# [Requirement]
Look through the listing below, find every line with the string "translate", and copy it.
--
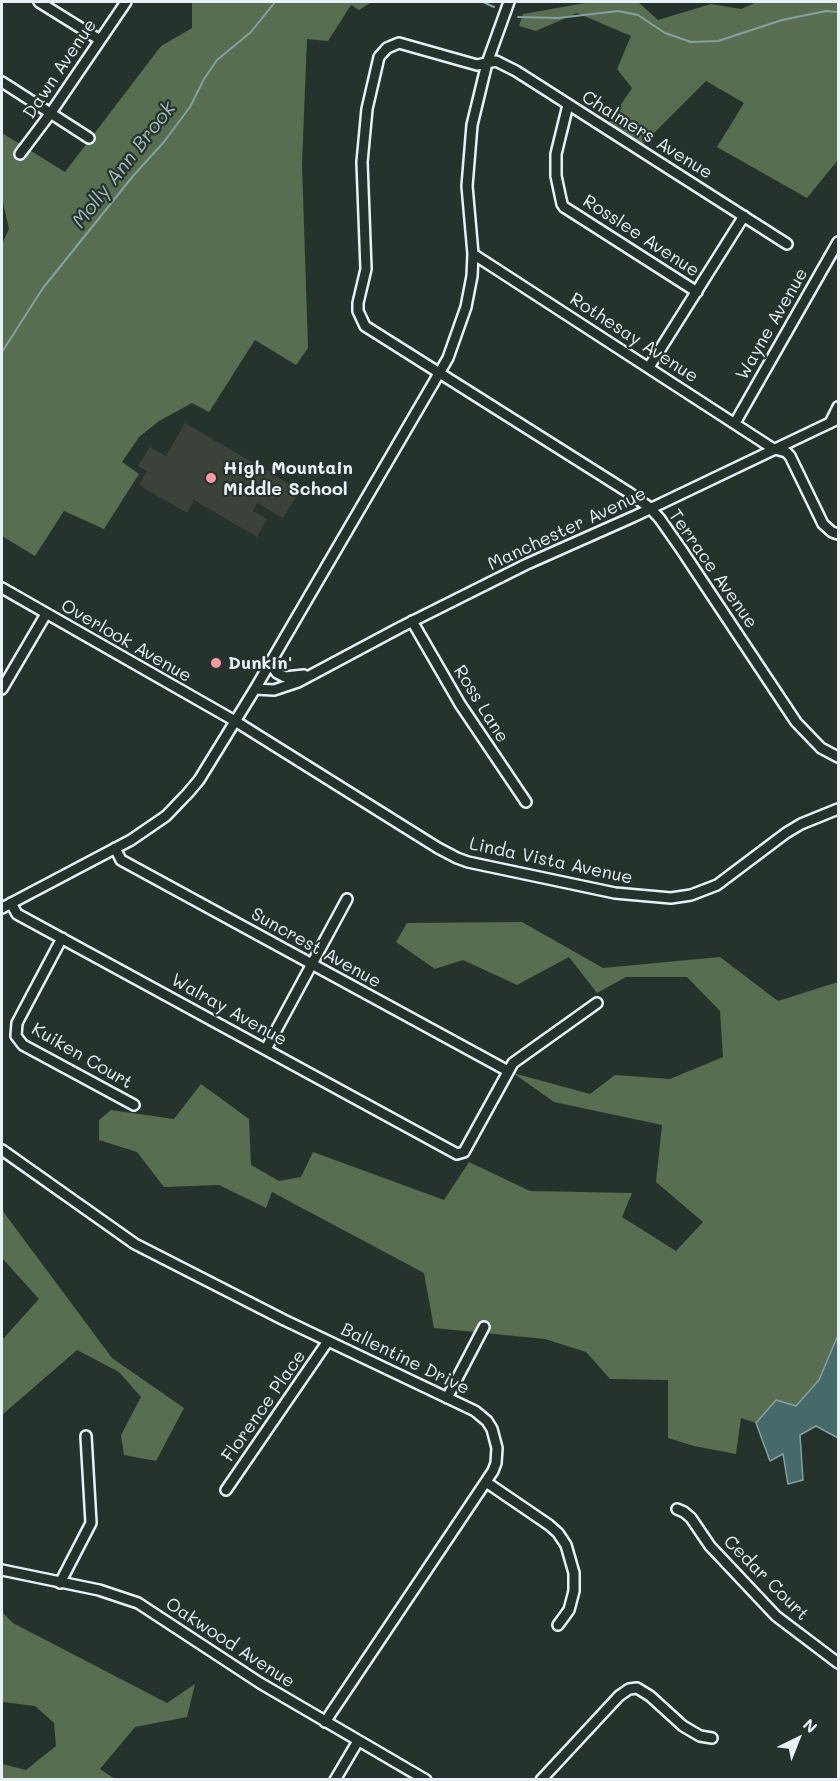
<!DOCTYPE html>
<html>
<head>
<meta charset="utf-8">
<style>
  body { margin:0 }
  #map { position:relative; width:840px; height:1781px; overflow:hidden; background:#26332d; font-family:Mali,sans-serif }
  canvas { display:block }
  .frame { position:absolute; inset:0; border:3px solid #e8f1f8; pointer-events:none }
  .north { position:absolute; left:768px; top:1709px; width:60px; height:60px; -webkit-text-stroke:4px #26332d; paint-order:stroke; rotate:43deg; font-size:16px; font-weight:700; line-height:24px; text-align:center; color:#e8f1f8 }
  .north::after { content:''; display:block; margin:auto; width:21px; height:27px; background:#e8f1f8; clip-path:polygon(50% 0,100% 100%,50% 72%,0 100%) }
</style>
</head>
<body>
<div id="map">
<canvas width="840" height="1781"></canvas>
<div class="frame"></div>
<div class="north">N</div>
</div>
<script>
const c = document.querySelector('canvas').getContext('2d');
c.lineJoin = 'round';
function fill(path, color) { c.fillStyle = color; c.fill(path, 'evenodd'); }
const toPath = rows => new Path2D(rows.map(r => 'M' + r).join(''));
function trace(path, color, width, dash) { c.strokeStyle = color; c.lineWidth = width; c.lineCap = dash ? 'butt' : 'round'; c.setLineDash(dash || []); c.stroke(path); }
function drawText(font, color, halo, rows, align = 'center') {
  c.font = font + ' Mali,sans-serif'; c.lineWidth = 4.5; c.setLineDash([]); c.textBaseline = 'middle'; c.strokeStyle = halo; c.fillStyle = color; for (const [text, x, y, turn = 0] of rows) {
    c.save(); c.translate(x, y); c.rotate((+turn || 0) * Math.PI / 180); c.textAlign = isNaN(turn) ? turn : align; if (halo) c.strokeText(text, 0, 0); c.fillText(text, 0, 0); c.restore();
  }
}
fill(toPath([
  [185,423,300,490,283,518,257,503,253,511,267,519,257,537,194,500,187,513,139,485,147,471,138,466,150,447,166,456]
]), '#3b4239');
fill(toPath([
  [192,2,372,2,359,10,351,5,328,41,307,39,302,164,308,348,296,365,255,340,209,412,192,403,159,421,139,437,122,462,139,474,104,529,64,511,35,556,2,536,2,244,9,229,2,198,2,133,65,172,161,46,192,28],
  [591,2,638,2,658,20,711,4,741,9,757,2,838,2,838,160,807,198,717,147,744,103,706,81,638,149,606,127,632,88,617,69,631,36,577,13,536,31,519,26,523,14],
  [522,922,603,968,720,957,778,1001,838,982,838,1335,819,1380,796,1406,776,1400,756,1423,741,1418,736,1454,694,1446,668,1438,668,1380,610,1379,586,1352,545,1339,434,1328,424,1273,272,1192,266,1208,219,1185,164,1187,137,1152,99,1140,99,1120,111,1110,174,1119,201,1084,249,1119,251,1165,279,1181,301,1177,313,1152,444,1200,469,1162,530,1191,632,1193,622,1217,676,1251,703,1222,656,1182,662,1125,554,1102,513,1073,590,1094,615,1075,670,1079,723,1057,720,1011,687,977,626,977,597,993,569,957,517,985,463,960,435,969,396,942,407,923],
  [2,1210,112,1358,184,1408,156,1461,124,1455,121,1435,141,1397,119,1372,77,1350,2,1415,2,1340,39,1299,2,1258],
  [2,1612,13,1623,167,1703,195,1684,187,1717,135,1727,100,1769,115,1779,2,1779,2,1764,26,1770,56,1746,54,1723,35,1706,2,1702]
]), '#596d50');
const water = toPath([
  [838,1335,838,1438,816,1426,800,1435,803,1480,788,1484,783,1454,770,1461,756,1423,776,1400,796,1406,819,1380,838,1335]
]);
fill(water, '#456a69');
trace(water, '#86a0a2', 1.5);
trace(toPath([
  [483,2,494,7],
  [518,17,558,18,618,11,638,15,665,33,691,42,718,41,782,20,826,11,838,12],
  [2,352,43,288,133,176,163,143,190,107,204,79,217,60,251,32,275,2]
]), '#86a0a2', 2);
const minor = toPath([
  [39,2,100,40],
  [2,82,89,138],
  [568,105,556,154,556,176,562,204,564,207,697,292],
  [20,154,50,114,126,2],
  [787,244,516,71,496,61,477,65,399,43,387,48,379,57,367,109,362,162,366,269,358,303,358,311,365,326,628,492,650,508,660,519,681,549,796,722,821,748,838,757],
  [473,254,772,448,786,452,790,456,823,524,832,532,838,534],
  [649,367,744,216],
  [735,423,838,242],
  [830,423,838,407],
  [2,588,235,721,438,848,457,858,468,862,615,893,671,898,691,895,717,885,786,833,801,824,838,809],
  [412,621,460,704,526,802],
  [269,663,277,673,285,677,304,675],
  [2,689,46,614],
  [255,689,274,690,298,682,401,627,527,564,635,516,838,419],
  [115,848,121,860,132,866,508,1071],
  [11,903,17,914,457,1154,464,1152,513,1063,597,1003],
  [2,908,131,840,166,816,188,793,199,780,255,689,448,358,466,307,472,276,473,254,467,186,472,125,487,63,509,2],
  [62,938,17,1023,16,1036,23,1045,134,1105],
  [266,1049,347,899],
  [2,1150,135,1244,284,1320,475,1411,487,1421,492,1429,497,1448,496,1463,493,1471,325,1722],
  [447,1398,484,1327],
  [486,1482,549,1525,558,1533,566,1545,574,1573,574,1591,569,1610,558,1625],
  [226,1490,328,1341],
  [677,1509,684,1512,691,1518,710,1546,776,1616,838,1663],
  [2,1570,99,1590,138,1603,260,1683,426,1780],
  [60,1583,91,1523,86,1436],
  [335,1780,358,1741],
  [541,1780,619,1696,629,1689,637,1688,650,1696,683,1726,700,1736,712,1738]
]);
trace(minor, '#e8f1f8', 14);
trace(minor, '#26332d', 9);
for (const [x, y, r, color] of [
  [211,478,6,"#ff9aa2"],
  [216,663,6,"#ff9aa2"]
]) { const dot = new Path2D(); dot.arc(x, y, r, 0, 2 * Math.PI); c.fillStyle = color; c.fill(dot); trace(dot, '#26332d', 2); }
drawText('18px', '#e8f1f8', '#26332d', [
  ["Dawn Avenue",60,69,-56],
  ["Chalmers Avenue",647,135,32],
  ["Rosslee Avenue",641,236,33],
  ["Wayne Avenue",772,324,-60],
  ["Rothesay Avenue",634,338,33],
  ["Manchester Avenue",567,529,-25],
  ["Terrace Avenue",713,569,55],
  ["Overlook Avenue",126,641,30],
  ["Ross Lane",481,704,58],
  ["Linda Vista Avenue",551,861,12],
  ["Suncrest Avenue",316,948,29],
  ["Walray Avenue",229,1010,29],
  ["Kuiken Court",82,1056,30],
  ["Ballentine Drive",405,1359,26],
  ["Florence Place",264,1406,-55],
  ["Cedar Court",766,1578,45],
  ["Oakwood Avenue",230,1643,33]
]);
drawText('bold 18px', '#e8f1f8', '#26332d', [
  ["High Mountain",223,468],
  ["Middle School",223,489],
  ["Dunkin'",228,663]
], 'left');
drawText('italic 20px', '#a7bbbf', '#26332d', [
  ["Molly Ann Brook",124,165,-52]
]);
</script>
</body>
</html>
--
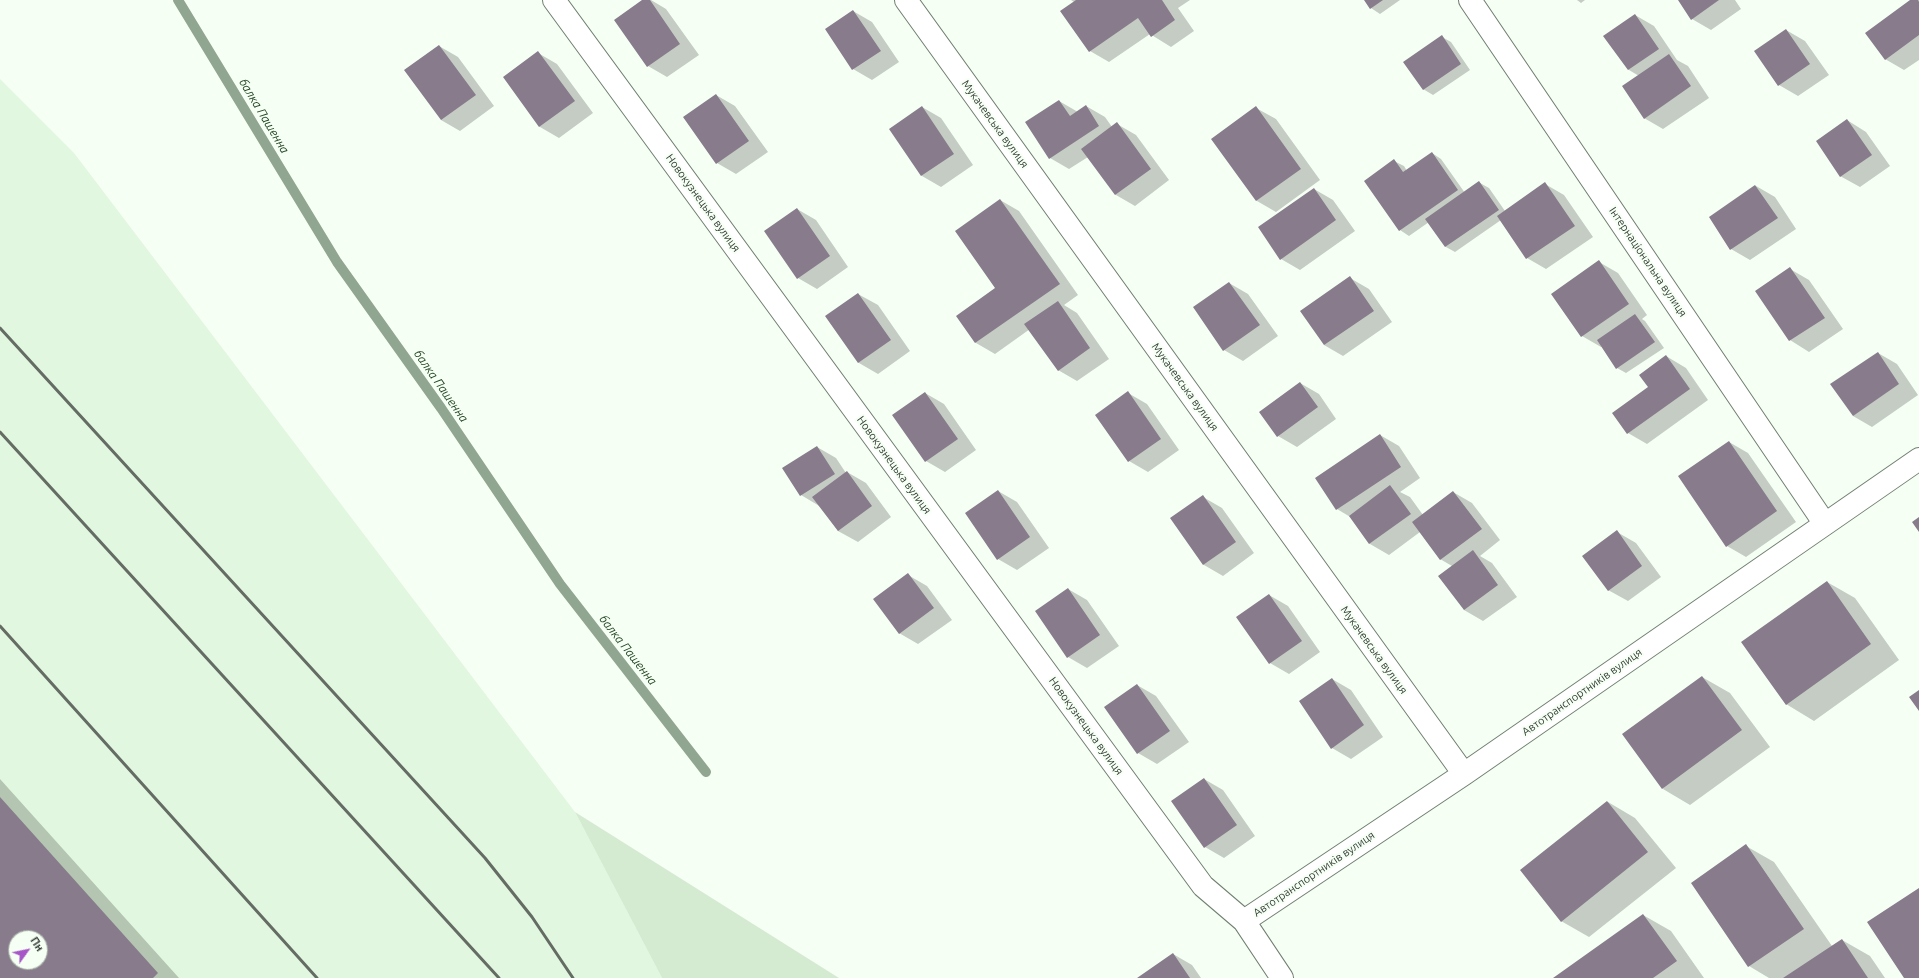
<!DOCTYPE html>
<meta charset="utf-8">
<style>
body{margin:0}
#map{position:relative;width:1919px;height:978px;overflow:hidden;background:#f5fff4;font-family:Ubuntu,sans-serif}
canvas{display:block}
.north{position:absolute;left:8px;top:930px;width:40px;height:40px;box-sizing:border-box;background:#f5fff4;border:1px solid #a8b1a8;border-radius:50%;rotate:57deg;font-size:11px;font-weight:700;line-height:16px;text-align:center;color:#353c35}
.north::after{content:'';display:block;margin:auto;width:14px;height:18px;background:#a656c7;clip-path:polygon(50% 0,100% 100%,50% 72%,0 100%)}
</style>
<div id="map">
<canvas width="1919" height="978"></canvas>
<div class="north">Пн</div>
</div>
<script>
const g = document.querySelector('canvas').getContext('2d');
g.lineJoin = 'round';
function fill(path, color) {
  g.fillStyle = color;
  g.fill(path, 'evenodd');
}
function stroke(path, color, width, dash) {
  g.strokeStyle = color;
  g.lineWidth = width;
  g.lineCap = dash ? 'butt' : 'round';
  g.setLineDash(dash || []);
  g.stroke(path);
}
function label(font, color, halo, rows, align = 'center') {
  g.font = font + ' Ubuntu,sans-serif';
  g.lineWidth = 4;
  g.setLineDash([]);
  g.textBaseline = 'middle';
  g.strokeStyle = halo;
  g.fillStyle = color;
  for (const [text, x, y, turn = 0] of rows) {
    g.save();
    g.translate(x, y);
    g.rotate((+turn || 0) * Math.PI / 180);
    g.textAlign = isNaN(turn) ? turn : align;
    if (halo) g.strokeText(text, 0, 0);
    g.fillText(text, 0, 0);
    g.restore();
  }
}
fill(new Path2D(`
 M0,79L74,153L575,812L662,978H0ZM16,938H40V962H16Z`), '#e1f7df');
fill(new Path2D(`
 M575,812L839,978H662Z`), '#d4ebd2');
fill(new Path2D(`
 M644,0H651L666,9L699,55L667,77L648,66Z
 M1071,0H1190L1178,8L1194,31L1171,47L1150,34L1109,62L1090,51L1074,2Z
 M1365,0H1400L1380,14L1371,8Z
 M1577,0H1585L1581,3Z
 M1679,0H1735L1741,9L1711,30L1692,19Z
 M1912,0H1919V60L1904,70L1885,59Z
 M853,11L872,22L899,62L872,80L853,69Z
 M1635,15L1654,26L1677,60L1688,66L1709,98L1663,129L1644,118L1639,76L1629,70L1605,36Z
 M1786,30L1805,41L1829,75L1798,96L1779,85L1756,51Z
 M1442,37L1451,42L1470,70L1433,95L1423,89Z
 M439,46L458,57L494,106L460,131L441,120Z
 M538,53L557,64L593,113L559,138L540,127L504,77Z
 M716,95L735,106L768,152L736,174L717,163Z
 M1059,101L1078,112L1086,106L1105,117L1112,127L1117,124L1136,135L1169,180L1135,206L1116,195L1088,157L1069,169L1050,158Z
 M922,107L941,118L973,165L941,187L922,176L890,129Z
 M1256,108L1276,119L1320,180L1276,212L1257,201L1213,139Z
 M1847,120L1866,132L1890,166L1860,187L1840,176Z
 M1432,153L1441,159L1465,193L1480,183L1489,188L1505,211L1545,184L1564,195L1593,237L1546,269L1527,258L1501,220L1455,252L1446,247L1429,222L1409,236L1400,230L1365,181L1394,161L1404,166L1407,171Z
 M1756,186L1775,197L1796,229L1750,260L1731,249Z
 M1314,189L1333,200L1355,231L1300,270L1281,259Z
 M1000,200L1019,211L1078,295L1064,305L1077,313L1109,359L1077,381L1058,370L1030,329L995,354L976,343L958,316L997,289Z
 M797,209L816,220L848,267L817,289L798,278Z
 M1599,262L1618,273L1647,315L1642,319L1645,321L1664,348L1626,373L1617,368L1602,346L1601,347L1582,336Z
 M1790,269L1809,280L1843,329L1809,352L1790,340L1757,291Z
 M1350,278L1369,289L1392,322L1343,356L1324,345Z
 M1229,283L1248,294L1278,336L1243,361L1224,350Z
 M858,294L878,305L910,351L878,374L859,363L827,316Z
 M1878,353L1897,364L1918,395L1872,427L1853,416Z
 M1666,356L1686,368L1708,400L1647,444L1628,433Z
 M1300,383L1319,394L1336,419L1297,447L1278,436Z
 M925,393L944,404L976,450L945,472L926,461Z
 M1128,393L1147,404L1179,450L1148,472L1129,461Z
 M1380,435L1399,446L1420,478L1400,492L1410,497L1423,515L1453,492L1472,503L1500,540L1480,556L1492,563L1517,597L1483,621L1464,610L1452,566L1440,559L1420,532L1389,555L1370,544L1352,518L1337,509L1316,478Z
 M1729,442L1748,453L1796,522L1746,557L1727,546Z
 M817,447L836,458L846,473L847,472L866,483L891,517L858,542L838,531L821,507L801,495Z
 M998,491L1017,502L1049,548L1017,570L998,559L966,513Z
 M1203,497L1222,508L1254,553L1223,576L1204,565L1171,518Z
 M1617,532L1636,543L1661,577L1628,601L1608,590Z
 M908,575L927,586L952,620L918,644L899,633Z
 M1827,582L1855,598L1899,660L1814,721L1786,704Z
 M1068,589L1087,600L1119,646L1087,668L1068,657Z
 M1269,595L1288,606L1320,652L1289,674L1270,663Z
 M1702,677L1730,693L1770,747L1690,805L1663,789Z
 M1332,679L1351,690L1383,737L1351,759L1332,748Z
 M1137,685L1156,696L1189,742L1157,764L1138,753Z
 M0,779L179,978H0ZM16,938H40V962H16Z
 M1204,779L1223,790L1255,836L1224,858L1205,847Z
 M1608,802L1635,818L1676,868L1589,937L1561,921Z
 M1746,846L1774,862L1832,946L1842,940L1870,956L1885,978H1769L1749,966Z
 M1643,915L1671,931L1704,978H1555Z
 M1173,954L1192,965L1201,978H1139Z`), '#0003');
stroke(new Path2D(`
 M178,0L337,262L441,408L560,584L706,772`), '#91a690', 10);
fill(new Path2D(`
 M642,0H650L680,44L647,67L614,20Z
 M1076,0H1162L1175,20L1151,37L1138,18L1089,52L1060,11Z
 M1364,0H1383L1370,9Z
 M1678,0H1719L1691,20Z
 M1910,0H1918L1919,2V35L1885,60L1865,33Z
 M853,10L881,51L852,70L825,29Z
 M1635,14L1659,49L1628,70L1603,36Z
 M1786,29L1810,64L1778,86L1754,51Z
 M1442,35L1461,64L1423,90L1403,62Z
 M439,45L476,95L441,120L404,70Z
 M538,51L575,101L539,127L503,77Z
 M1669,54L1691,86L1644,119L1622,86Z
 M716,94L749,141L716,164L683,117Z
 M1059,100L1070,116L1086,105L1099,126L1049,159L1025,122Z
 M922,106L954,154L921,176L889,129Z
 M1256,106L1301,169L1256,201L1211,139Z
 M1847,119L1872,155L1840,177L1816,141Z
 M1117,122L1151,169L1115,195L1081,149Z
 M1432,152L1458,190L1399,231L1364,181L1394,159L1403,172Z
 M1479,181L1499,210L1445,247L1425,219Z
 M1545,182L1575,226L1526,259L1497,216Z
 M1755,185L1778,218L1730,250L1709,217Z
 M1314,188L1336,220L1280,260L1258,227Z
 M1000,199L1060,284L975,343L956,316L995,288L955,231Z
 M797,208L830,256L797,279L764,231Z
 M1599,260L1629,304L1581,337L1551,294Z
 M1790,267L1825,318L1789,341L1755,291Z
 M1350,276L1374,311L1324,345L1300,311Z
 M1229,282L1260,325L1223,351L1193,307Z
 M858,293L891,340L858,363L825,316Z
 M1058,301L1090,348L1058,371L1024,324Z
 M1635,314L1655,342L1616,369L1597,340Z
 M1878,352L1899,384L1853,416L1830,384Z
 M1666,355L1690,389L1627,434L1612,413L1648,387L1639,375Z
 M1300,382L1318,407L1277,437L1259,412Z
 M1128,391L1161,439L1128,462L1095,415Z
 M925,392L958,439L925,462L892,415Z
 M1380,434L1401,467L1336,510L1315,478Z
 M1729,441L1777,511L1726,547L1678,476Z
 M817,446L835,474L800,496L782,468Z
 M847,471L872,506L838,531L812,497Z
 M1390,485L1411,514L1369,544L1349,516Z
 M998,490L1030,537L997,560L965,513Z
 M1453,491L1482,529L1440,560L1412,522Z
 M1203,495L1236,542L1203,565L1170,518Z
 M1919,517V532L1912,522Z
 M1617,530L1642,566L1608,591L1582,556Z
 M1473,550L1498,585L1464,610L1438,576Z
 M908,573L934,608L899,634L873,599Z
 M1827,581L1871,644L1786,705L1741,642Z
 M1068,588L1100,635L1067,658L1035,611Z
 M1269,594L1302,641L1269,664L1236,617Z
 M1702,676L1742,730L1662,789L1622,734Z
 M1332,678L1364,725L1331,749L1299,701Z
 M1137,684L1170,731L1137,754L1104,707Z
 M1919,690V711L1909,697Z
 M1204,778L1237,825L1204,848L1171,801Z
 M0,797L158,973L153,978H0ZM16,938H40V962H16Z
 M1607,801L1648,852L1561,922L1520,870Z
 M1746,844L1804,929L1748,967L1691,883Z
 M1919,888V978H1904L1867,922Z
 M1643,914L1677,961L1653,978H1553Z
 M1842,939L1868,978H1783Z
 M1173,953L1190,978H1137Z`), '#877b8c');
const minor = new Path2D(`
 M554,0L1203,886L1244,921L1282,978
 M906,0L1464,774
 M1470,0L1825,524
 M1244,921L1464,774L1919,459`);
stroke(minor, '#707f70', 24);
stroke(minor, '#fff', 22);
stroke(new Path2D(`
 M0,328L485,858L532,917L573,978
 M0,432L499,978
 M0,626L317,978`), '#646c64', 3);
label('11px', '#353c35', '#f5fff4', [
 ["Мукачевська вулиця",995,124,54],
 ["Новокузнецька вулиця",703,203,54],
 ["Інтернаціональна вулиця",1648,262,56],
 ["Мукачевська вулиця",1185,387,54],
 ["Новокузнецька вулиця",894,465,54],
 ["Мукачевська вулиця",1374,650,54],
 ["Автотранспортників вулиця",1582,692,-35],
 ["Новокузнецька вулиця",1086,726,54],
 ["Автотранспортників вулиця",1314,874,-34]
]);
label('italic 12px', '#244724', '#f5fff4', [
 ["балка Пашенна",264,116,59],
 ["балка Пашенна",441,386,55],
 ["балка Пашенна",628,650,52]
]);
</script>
--
# [Solution below]
    c.save(); c.translate(x, y); c.rotate((+turn || 0) * Math.PI / 180); c.textAlign = isNaN(turn) ? turn : align; if (halo) c.strokeText(text, 0, 0); c.fillText(text, 0, 0); c.restore();
    g.translate(x, y);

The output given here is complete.